Work request ▸
Where the data below begins, start retyping exactly, and end on the line with "position:absolute; left:16px; top:1531px;", which is included; no picture goes in.

[Dataset entries]
▽

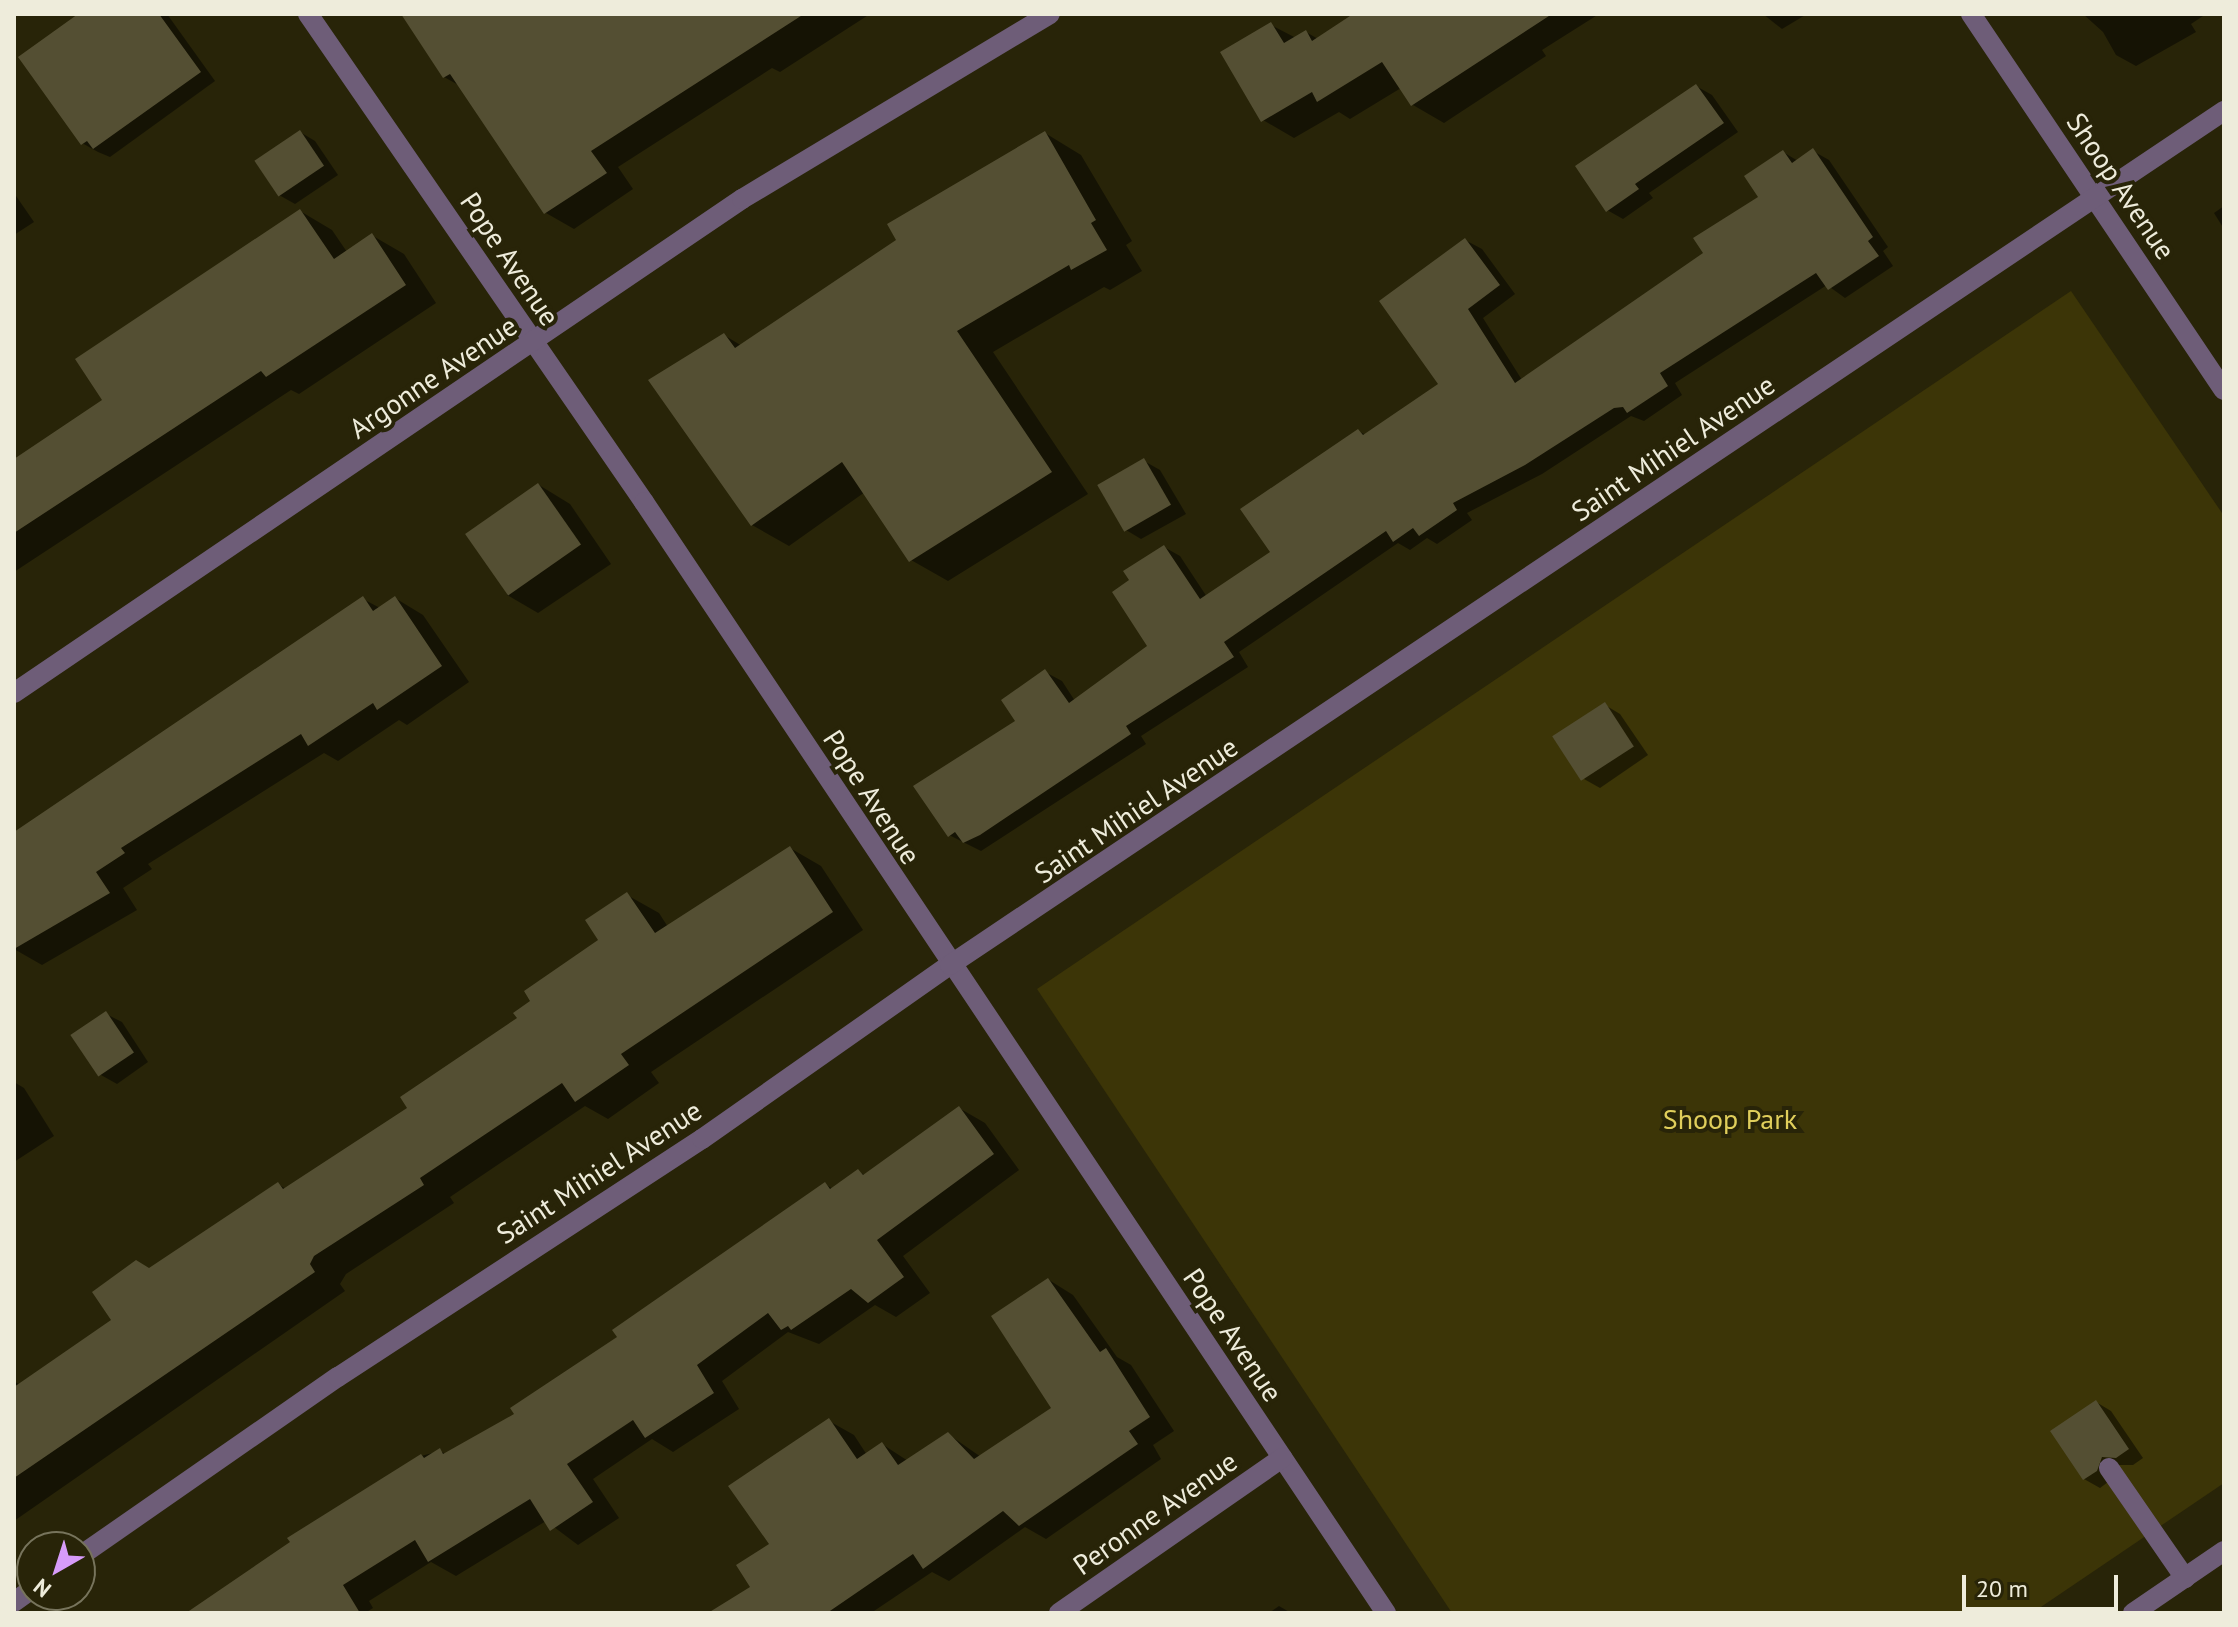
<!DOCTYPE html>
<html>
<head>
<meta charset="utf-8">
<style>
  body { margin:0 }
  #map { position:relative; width:2238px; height:1627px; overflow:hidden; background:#282408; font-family:"PT Sans",sans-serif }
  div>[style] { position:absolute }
  .green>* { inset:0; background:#3c3507 }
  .shadow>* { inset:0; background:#0007 }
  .building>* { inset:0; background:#544f33; transform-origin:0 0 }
  .lane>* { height:20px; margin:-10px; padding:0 10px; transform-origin:10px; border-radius:10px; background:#6e5d78 }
  .street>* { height:20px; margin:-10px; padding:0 10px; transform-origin:10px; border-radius:10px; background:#6e5d78 }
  span { translate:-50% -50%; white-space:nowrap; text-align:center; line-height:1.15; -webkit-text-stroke:8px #282408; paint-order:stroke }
  .street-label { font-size:28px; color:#eeecdb }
  .park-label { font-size:28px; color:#e0ce5b }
  .frame { position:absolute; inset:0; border:16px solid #eeecdb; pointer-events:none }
  .north { position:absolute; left:16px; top:1531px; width:80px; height:80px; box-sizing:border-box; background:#282408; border:2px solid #77745c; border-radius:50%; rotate:219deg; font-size:22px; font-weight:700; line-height:32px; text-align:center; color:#eeecdb }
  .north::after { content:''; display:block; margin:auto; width:28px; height:36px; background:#d79bf9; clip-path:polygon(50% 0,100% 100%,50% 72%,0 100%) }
  .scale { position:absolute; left:1962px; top:1575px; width:156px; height:36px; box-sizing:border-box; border:4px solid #eeecdb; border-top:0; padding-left:10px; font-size:24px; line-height:28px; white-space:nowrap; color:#eeecdb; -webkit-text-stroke:6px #282408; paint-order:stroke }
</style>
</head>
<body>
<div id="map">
  <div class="green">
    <i style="clip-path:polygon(2071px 291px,2224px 516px,2224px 1483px,2032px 1613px,1452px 1613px,1037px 989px)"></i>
  </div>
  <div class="shadow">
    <i style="clip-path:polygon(80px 14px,167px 14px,215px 81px,110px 157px,98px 152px,82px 143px)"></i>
    <i style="clip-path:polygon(403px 14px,870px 14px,780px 72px,772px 68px,618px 167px,633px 189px,574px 229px,546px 213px,462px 87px,444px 77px)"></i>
    <i style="clip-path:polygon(1357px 14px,1599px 14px,1542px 50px,1546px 56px,1444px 123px,1413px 105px,1401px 88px,1350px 119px,1339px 112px,1294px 138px,1263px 120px,1271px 25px,1296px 38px,1306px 32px,1318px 39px)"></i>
    <i style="clip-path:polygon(1763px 14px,1807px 14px,1782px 29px)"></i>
    <i style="clip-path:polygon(2083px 14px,2206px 14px,2191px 24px,2196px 32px,2136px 66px,2116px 55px,2103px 32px)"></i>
    <i style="clip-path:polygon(1696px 86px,1712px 95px,1738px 132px,1649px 193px,1653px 198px,1623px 219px,1607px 210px)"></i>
    <i style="clip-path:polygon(300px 132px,315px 141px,338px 175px,295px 204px,279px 195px)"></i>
    <i style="clip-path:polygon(1045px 133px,1081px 155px,1132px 241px,1126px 245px,1142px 271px,1110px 290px,1104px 287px,993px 352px,1088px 494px,948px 581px,911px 560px,865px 492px,789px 546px,752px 525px,724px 335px,742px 346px,899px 241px)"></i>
    <i style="clip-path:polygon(1813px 151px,1829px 160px,1888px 247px,1883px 251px,1893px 266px,1845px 298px,1827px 285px,1675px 383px,1682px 395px,1644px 421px,1631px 416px,1542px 474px,1467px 513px,1472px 520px,1437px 544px,1427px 538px,1410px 550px,1398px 543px,1239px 652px,1248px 667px,1141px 736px,1146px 744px,981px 851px,949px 835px,1045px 672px,1062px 681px,1075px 701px,1150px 647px,1132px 581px,1164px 547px,1180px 556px,1207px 597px,1273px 553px,1358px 431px,1366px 435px,1441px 384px,1465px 240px,1482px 249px,1515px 294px,1483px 318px,1522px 380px,1706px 254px,1760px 198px,1783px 152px,1798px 161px)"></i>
    <i style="clip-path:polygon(14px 193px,34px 222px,14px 235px)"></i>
    <i style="clip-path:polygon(2224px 206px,2224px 229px,2214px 213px)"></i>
    <i style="clip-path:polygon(300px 211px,332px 230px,347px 252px,373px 236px,404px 254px,436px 303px,299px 394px,291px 390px,14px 572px,14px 464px,105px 401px)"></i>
    <i style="clip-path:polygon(1144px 461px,1160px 470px,1186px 514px,1141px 539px,1126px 530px)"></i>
    <i style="clip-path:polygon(539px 485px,570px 504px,611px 564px,538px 613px,507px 595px)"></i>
    <i style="clip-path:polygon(395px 598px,423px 615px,469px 682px,407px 725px,399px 720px,338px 761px,324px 753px,148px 864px,152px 869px,123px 888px,137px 910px,42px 965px,14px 949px,14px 836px,363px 599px,380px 608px)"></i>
    <i style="clip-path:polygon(1605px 705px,1620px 714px,1648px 755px,1600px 788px,1584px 779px)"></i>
    <i style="clip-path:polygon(790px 848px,821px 866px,863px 930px,651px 1072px,659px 1083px,608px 1119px,585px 1106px,450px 1197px,454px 1203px,346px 1274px,340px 1284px,345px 1291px,14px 1521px,14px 1381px,20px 1385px,114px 1321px,149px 1270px,278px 1184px,286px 1189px,410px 1109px,520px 1018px,601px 940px,627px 895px,659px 913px,668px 927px)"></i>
    <i style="clip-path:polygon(106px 1014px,122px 1022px,148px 1062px,117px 1084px,101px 1075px)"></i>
    <i style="clip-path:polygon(14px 1082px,24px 1088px,54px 1136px,14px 1162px)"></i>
    <i style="clip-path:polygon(959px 1108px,985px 1123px,1019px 1170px,903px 1256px,930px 1293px,896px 1317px,875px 1305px,819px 1344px,788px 1332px,722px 1381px,739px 1409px,673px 1452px,652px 1439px,593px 1479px,619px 1518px,578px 1545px,546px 1521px,456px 1576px,431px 1562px,369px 1601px,373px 1608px,365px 1613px,190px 1613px,421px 1456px,440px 1451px,446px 1454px,517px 1415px,825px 1184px,833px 1189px,858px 1171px,866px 1176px)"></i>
    <i style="clip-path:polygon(1049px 1280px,1073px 1295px,1117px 1357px,1131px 1365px,1174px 1431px,1153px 1445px,1161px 1459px,1046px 1539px,1025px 1527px,949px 1581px,932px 1572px,871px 1613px,718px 1613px,753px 1587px,829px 1421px,854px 1435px,867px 1455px,882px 1444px,908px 1461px,948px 1434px,981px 1457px,1053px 1409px)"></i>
    <i style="clip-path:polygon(2096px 1402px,2111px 1411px,2143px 1458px,2133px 1465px,2118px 1465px,2112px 1479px,2100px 1488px,2084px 1479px)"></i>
    <i style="clip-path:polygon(1279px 1606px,1291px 1613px,1269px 1613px)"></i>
  </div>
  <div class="building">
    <i style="clip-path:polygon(78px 14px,159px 14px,201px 72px,93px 149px,87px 141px,81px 145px,18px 57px)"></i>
    <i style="clip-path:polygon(401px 14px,804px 14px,591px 151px,607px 173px,544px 214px,450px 74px,443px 78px)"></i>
    <i style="clip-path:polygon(1353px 14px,1552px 14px,1411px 106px,1382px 62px,1317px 102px,1312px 92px,1261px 122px,1220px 52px,1271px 22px,1284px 43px,1306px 30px,1312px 41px)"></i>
    <i style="clip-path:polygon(1696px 84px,1724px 123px,1635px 184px,1639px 189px,1606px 212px,1575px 166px)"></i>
    <i style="left:300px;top:130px;width:43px;height:55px;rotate:56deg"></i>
    <i style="clip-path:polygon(1045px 131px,1096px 220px,1091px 223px,1107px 250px,1071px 270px,1069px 265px,957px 331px,1052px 472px,909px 562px,842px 462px,751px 526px,648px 380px,724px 333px,735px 348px,896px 240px,887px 224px)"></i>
    <i style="clip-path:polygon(1813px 148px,1873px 237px,1868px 241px,1879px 256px,1828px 290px,1816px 273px,1660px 373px,1668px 386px,1627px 413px,1623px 407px,1614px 408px,1525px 465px,1453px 503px,1457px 510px,1419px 536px,1413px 528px,1393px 542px,1386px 531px,1224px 642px,1234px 657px,1126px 726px,1131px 734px,980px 835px,963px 843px,955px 832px,948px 837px,913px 786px,1015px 721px,1001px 700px,1045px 669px,1069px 703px,1147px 646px,1112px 592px,1129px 580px,1123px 571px,1164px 545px,1200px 599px,1270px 552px,1240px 509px,1358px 429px,1363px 435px,1438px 384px,1379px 301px,1465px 238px,1500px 285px,1468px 309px,1515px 383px,1703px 253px,1693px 238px,1758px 197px,1744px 176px,1783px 150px,1792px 163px)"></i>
    <i style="clip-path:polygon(300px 209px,334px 259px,372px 233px,406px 285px,266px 377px,261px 371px,14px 533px,14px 459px,102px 400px,75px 359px)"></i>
    <i style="left:1144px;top:458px;width:54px;height:54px;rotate:60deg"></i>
    <i style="left:538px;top:483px;width:75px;height:89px;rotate:55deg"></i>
    <i style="clip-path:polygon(363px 596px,373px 611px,395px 596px,442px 666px,377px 710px,373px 703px,308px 746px,301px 734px,121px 848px,125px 853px,96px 872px,110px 893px,14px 949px,14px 832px)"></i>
    <i style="left:1605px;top:702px;width:53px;height:63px;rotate:57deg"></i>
    <i style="clip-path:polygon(790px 846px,833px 912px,621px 1054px,629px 1065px,575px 1102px,562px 1083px,420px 1178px,424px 1185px,314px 1256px,310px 1264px,315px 1272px,14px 1478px,14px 1387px,111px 1320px,92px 1292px,136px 1260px,149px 1268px,278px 1182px,283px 1189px,407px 1108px,400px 1097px,517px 1018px,513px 1013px,530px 1001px,524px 991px,598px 940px,585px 920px,627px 892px,655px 933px)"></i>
    <i style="left:106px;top:1011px;width:50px;height:43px;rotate:56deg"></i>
    <i style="clip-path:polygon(959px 1106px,994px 1154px,877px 1240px,904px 1277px,868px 1303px,851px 1289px,791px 1330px,788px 1326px,781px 1330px,768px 1313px,697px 1365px,714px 1393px,645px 1438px,633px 1420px,567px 1464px,593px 1502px,550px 1531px,530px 1499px,428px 1562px,415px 1540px,343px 1585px,360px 1613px,186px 1613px,290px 1542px,287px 1538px,421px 1454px,424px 1458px,440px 1448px,443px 1454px,514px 1414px,510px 1408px,617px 1337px,612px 1330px,825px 1182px,830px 1189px,858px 1169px,863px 1175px)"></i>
    <i style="clip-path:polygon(1048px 1278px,1100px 1352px,1106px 1348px,1150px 1417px,1129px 1431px,1138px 1444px,1019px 1526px,1003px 1511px,923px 1569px,913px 1554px,827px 1613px,708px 1613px,750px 1587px,736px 1565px,769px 1544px,728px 1486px,829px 1418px,857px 1459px,882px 1442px,898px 1465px,948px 1432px,974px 1459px,1051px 1408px,991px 1316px)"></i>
    <i style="clip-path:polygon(2096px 1400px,2129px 1449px,2116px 1458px,2102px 1457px,2097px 1471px,2083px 1480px,2050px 1431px)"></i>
  </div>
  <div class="lane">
    <i style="left:2109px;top:1468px;width:134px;rotate:55.4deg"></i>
  </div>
  <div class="street">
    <i style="left:308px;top:14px;width:592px;rotate:55.45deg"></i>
    <i style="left:644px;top:502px;width:1336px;rotate:56.26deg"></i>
    <i style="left:1971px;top:14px;width:453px;rotate:56.1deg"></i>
    <i style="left:14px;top:693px;width:880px;rotate:-34.16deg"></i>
    <i style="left:742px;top:199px;width:359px;rotate:-31deg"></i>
    <i style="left:80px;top:1556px;width:314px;rotate:-34.8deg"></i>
    <i style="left:338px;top:1377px;width:435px;rotate:-33.2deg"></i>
    <i style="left:702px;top:1139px;width:303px;rotate:-35.1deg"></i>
    <i style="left:950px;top:965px;width:1534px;rotate:-33.84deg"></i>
    <i style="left:14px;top:1602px;width:22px;rotate:-36deg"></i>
    <i style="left:1059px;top:1613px;width:272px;rotate:-34.8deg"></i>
    <i style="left:2133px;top:1613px;width:110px;rotate:-34.3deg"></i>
  </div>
  <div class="street-label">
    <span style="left:2121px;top:186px;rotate:56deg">Shoop Avenue</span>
    <span style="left:510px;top:259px;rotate:56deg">Pope Avenue</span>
    <span style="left:433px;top:377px;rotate:-34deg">Argonne Avenue</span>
    <span style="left:1673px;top:448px;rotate:-34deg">Saint Mihiel Avenue</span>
    <span style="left:872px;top:797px;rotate:57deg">Pope Avenue</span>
    <span style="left:1136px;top:810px;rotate:-34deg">Saint Mihiel Avenue</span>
    <span style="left:599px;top:1172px;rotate:-33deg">Saint Mihiel Avenue</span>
    <span style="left:1233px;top:1335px;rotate:56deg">Pope Avenue</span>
    <span style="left:1155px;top:1513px;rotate:-35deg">Peronne Avenue</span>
  </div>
  <div class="park-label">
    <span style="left:1730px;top:1119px">Shoop Park</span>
  </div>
  <div class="frame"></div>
  <div class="north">N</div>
  <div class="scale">20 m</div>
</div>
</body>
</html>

△

Response below ▸
<!DOCTYPE html>
<html>
<head>
<meta charset="utf-8">
<style>
  body { margin:0 }
  #map { position:relative; width:2238px; height:1627px; overflow:hidden; background:#282408; font-family:"PT Sans",sans-serif }
  div>[style] { position:absolute }
  .green>* { inset:0; background:#3c3507 }
  .shadow>* { inset:0; background:#0007 }
  .building>* { inset:0; background:#544f33; transform-origin:0 0 }
  .lane>* { height:20px; margin:-10px; padding:0 10px; transform-origin:10px; border-radius:10px; background:#6e5d78 }
  .street>* { height:20px; margin:-10px; padding:0 10px; transform-origin:10px; border-radius:10px; background:#6e5d78 }
  span { translate:-50% -50%; white-space:nowrap; text-align:center; line-height:1.15; -webkit-text-stroke:8px #282408; paint-order:stroke }
  .street-label { font-size:28px; color:#eeecdb }
  .park-label { font-size:28px; color:#e0ce5b }
  .frame { position:absolute; inset:0; border:16px solid #eeecdb; pointer-events:none }
  .north { position:absolute; left:16px; top:1531px; width:80px; height:80px; box-sizing:border-box; background:#282408; border:2px solid #77745c; border-radius:50%; rotate:219deg; font-size:22px; font-weight:700; line-height:32px; text-align:center; color:#eeecdb }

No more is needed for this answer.